* WORK REQUEST *
Your answer should be the records, restated word for word.
● ● ●
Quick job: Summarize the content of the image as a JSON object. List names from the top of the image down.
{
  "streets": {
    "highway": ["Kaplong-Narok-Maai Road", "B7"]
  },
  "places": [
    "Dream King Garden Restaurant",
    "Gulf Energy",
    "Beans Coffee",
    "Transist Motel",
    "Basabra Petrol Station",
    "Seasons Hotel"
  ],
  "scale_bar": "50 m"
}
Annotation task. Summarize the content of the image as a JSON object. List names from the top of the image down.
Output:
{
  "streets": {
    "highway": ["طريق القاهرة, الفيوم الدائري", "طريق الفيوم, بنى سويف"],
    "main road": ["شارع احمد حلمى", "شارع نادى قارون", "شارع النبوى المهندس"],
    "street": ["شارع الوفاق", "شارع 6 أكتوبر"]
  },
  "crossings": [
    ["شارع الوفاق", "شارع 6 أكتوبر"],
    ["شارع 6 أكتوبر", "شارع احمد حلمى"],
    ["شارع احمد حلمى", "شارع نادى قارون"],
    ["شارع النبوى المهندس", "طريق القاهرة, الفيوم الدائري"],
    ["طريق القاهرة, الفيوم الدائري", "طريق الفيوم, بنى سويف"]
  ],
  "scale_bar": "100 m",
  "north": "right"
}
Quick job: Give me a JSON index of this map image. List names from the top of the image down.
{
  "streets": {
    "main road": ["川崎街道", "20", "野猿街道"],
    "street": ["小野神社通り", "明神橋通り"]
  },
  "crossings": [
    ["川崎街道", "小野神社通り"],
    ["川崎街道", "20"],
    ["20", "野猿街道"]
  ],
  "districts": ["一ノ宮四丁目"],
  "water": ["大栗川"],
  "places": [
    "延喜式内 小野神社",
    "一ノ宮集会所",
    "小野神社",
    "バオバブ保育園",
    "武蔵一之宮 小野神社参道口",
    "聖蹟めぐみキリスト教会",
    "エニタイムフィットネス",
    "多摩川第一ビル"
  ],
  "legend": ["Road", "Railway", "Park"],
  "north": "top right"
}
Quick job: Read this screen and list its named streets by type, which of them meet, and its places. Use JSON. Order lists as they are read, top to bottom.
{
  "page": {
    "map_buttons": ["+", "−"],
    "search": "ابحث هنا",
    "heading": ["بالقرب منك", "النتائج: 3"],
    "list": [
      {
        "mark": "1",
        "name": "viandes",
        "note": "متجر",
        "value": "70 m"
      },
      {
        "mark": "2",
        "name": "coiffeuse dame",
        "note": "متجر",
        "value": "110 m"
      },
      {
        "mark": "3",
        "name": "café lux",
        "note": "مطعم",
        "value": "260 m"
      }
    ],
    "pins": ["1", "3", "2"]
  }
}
● ● ●
* ANSWER SPACE *
Quick job: Summarize the content of the image as a JSON object. List names from the top of the image down.
{
  "streets": {
    "highway": ["Kaplong-Narok-Maai Road", "B7"]
  },
  "places": [
    "Dream King Garden Restaurant",
    "Gulf Energy",
    "Beans Coffee",
    "Transist Motel",
    "Basabra Petrol Station",
    "Seasons Hotel"
  ],
  "scale_bar": "50 m"
}
Annotation task. Summarize the content of the image as a JSON object. List names from the top of the image down.
Output:
{
  "streets": {
    "highway": ["طريق القاهرة, الفيوم الدائري", "طريق الفيوم, بنى سويف"],
    "main road": ["شارع احمد حلمى", "شارع نادى قارون", "شارع النبوى المهندس"],
    "street": ["شارع الوفاق", "شارع 6 أكتوبر"]
  },
  "crossings": [
    ["شارع الوفاق", "شارع 6 أكتوبر"],
    ["شارع 6 أكتوبر", "شارع احمد حلمى"],
    ["شارع احمد حلمى", "شارع نادى قارون"],
    ["شارع النبوى المهندس", "طريق القاهرة, الفيوم الدائري"],
    ["طريق القاهرة, الفيوم الدائري", "طريق الفيوم, بنى سويف"]
  ],
  "scale_bar": "100 m",
  "north": "right"
}
Quick job: Give me a JSON index of this map image. List names from the top of the image down.
{
  "streets": {
    "main road": ["川崎街道", "20", "野猿街道"],
    "street": ["小野神社通り", "明神橋通り"]
  },
  "crossings": [
    ["川崎街道", "小野神社通り"],
    ["川崎街道", "20"],
    ["20", "野猿街道"]
  ],
  "districts": ["一ノ宮四丁目"],
  "water": ["大栗川"],
  "places": [
    "延喜式内 小野神社",
    "一ノ宮集会所",
    "小野神社",
    "バオバブ保育園",
    "武蔵一之宮 小野神社参道口",
    "聖蹟めぐみキリスト教会",
    "エニタイムフィットネス",
    "多摩川第一ビル"
  ],
  "legend": ["Road", "Railway", "Park"],
  "north": "top right"
}
Quick job: Read this screen and list its named streets by type, which of them meet, and its places. Use JSON. Order lists as they are read, top to bottom.
{
  "page": {
    "map_buttons": ["+", "−"],
    "search": "ابحث هنا",
    "heading": ["بالقرب منك", "النتائج: 3"],
    "list": [
      {
        "mark": "1",
        "name": "viandes",
        "note": "متجر",
        "value": "70 m"
      },
      {
        "mark": "2",
        "name": "coiffeuse dame",
        "note": "متجر",
        "value": "110 m"
      },
      {
        "mark": "3",
        "name": "café lux",
        "note": "مطعم",
        "value": "260 m"
      }
    ],
    "pins": ["1", "3", "2"]
  }
}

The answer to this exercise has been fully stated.